Image: Sujetos pasivos

Image: Sujetos pasivos

Novela

Sujetos pasivos

por Carmen García Romeu

26 julio, 2007 02:00

Lengua de Trapo, 2007. 250 páginas. 15’50 euros

El mundo de la burocracia, con sus prácticas a veces ininteligibles para el común de los mortales, puede ser enfocado desde ángulos diversos y dar lugar a obras dispares. Entre Kafka y Gonzalo Calcedo -por citar un ejemplo reciente- hay un sinfín de posibilidades que la literatura ha reflejado. He ahí un asunto que podría ser objeto de estudio, de uno de esos acercamientos temáticos que tanto abundan en cierto tipo de crítica. Sujetos pasivos se centra en este ámbito de los funcionarios, los niveles y los incentivos, y lo hace situando las acciones en una administración de Hacienda contemplada con una perspectiva humorística y levemente satírica. Al lector amante de clasificaciones hay que decirle desde el primer momento que se trata de una novela de humor, a ratos divertida y sin propósito alguno de trascendencia; una entretenida lectura de verano que muestra de refilón ciertas posibilidades, no suficientemente maduras ni desarrolladas, de una autora casi novel.
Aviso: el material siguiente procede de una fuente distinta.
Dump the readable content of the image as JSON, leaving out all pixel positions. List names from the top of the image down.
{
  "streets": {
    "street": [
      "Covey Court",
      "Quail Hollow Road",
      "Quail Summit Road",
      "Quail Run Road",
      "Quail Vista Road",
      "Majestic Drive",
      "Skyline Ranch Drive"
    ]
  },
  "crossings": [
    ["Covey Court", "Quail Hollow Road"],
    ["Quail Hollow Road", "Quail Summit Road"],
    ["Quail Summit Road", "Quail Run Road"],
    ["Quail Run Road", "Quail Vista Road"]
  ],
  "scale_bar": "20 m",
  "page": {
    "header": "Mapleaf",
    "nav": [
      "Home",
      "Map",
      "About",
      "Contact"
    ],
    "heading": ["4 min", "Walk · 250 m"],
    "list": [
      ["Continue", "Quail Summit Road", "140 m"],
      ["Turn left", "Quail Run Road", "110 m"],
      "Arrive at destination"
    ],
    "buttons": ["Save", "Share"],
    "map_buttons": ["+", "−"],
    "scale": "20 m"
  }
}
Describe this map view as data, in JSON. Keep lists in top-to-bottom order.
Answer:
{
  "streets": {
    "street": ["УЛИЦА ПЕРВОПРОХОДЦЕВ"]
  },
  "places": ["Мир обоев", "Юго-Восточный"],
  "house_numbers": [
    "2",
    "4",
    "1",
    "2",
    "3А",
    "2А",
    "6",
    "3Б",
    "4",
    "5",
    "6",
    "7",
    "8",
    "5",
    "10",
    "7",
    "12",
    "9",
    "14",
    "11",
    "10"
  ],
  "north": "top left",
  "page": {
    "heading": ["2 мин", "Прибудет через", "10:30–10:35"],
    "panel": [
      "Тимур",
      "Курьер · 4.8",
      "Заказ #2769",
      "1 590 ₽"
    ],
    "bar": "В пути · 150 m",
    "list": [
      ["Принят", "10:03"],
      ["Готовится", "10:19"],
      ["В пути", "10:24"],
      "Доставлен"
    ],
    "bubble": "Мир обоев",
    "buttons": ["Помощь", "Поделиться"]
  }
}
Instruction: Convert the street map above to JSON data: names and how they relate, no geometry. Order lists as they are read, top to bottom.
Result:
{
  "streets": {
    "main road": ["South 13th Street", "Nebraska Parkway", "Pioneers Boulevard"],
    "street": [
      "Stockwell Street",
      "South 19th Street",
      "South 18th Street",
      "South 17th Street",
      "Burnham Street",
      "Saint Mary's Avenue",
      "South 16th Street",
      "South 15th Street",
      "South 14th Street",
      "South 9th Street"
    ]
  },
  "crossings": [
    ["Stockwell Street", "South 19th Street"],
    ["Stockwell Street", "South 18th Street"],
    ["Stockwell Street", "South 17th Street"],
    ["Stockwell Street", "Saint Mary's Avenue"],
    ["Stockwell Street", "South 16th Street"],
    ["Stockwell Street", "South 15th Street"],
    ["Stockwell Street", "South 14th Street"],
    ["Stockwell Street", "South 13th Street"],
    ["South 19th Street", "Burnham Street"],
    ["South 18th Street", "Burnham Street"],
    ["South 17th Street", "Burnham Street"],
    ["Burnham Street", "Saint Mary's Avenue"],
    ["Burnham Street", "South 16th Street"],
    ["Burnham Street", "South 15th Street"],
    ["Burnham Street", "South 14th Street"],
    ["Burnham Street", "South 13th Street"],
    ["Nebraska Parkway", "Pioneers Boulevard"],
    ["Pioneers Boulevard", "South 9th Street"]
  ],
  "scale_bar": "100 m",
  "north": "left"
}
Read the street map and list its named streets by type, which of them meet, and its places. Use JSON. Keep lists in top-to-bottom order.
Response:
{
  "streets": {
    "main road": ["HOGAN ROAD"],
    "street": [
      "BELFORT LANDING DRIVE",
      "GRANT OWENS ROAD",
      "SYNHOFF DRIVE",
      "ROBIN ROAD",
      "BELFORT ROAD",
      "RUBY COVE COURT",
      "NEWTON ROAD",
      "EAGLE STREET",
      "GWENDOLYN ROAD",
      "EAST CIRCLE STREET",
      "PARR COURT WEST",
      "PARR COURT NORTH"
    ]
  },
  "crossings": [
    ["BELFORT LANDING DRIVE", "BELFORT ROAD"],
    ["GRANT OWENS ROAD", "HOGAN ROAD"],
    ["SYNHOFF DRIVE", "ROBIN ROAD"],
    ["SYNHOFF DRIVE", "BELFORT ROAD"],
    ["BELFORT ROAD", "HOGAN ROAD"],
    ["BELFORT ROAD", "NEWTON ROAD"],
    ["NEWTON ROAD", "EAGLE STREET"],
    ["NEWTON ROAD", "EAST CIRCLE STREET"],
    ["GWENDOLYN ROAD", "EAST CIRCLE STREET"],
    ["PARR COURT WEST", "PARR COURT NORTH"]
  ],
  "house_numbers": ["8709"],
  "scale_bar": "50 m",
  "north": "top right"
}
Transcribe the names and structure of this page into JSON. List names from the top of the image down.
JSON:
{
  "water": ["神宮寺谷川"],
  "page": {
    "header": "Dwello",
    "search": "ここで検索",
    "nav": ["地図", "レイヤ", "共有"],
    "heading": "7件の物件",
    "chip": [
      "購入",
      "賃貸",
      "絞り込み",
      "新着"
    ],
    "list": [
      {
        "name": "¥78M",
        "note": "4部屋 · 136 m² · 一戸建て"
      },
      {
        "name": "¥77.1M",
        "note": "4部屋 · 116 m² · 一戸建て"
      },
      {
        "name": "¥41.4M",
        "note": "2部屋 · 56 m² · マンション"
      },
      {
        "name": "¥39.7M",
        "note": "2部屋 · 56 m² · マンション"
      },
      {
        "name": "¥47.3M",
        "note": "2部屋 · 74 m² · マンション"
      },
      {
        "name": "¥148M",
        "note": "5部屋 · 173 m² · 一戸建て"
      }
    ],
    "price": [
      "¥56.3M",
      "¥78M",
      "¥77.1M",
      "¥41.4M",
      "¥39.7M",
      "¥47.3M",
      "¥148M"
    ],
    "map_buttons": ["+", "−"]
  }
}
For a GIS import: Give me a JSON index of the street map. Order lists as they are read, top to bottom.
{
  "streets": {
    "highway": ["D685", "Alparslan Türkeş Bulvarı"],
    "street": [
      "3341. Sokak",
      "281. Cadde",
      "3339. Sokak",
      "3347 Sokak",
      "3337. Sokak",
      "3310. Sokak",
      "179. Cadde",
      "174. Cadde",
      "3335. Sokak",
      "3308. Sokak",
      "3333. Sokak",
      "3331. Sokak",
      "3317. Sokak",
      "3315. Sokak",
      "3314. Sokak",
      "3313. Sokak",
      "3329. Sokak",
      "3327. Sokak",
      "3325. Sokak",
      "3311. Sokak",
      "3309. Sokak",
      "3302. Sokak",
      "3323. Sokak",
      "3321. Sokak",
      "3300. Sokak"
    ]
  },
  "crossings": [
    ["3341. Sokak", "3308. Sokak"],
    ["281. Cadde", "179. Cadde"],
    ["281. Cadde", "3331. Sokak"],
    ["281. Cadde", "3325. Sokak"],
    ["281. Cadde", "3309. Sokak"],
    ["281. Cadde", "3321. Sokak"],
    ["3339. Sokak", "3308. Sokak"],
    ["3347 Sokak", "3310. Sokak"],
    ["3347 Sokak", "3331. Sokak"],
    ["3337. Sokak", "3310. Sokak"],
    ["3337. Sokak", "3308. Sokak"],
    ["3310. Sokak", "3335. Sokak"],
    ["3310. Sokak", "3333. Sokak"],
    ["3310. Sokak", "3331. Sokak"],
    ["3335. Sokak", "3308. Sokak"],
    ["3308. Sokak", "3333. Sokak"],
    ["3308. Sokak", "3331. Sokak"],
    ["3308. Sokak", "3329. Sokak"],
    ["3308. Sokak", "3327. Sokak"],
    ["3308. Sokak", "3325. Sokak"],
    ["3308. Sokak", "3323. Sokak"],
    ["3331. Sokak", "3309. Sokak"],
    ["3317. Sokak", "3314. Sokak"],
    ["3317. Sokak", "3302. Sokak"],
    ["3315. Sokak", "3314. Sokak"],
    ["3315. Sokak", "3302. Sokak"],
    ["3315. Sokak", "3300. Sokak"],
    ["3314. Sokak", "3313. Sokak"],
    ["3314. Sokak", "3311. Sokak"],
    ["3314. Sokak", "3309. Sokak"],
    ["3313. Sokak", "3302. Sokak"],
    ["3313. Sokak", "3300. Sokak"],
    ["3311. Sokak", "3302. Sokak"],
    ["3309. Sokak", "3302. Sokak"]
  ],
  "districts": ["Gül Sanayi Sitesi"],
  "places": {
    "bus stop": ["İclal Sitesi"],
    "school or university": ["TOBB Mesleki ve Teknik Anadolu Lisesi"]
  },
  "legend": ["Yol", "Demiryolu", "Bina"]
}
Sujetos pasivos es, más que un relato lineal, una serie de anécdotas, impresiones, noticias en forma de breves capítulos, todo ello yuxtapuesto con el método de las anotaciones de un diario no riguroso y puesto en boca de Carolina, una inspectora de Hacienda soltera que acaba de perder a su madre y se ve envuelta en extrañas intrigas: sufre pequeños robos cuando tiende sus prendas interiores, recibe algún anónimo, es investigada por una posible filtración de datos fiscales en la administración donde trabaja... Por debajo de estas acciones externas se adivina, aunque la autora no haya querido subrayarlo, un profundo sentimiento -que ni siquiera el humor atenúa- de soledad y de carencia afectiva, acentuado por la falta de alicientes vitales, por las superficiales relaciones con los compañeros de trabajo -sólo compensadas por la atención a la pintoresca lagartija llamada Cecilia-, por el recuerdo incesante de la madre muerta y sus consejos, incluso por el empeño de ocultar un tatuaje en el brazo que recuerda un lejano amorío frustrado. La unidad compositiva del relato es un tanto problemática, aunque todos los acontecimientos conduzcan hacia un final, y las aportaciones más destacables de la autora radican en el boceto de algunos tipos pintorescos que desfilan por la Inspección tratando de eludir las posibles sanciones, o en las inesperadas observaciones acerca de cansinos hábitos burocráticos y de personajes de la oficina -con caricaturas de funcionarios como el vacuo y sonriente jefe cuarto o regional-, así como en algunas escenas cercanas a la estirpe del humor absurdo, como la conferencia sobre los dinosaurios o la redada policial, efectuada con el mayor sigilo y donde un policía "va de incógnito con su chaleco fosforito y la pistola al cinto" (p. 228). Ni siquiera los recuerdos que podrían ser más emotivos escapan a esa visión casi esperpéntica. Así, la narradora consigna cómo su madre hubiera deseado que, una vez fallecida, los herederos esparcieran sus cenizas por el Corte Inglés: "Al fin y al cabo, hija, es el lugar donde más tiempo he pasado en esta vida". Y Carolina añade: "No nos dejaron. Y eso que movimos muchos resortes" (p. 39).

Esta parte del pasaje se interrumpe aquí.